STORED DATA ::
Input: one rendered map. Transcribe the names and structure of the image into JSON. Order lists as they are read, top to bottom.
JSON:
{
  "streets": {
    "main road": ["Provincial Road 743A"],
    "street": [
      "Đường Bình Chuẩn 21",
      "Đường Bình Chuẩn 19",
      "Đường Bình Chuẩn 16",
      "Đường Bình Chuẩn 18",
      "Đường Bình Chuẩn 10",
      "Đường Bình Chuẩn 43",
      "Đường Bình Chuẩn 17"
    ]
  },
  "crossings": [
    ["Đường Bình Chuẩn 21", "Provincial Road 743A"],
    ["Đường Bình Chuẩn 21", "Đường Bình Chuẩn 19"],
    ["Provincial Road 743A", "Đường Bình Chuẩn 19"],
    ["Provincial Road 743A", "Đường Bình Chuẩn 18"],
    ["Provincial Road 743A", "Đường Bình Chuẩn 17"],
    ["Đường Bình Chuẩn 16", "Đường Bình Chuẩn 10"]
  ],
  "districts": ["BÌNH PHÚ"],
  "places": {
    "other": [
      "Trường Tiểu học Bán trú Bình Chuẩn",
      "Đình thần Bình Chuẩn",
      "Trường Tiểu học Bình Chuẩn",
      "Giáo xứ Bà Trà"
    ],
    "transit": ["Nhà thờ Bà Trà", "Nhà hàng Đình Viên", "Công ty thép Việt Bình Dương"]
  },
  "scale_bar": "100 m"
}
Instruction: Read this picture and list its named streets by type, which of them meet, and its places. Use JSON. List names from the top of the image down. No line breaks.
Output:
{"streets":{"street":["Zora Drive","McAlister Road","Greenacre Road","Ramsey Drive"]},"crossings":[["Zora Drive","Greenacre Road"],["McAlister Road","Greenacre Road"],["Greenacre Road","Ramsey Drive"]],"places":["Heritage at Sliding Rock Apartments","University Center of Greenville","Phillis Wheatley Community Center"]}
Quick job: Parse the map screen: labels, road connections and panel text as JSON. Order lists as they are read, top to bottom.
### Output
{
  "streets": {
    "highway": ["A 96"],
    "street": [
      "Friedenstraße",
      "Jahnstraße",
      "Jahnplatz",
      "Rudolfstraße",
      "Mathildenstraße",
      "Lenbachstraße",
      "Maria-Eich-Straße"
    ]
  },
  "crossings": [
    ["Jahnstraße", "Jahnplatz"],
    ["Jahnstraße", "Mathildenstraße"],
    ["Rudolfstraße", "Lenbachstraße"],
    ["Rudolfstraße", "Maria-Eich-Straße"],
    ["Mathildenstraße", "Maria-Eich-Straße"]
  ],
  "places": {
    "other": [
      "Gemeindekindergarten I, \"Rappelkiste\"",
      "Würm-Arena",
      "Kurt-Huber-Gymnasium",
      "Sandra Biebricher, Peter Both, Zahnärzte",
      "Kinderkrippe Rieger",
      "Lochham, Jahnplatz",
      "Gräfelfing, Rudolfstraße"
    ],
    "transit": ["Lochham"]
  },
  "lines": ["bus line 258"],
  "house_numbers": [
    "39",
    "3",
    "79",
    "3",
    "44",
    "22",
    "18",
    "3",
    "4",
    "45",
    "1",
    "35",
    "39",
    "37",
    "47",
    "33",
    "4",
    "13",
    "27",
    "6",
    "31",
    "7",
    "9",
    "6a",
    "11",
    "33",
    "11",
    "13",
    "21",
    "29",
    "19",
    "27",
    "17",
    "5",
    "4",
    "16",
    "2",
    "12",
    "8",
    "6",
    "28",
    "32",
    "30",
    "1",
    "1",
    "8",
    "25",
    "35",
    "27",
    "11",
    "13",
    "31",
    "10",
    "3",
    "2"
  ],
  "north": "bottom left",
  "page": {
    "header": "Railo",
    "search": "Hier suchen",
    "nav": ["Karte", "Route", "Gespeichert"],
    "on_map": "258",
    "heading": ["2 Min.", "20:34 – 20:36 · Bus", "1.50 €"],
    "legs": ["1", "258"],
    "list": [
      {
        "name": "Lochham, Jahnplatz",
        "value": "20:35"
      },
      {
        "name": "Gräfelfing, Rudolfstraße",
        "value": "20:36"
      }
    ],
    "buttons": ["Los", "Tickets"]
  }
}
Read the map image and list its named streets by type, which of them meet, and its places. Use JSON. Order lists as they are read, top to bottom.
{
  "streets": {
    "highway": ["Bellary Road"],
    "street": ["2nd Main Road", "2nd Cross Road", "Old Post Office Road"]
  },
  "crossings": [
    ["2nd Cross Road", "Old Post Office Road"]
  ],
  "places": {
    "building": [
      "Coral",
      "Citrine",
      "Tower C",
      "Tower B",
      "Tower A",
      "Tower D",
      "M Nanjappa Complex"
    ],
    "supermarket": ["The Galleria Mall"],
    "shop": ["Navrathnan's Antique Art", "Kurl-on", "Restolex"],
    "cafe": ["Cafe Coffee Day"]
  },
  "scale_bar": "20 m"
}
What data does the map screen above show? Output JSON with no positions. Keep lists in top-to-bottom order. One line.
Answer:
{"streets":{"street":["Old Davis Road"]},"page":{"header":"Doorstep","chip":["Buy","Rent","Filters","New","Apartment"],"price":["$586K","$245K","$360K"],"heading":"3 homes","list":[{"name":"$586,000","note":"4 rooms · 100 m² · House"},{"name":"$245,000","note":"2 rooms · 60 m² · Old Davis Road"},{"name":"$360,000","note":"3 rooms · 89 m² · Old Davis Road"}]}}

WHAT IS REQUIRED :: In the entries above, find each line with the word "screen" and return it.

COMPLETED TASK ::
Quick job: Parse the map screen: labels, road connections and panel text as JSON. Order lists as they are read, top to bottom.
What data does the map screen above show? Output JSON with no positions. Keep lists in top-to-bottom order. One line.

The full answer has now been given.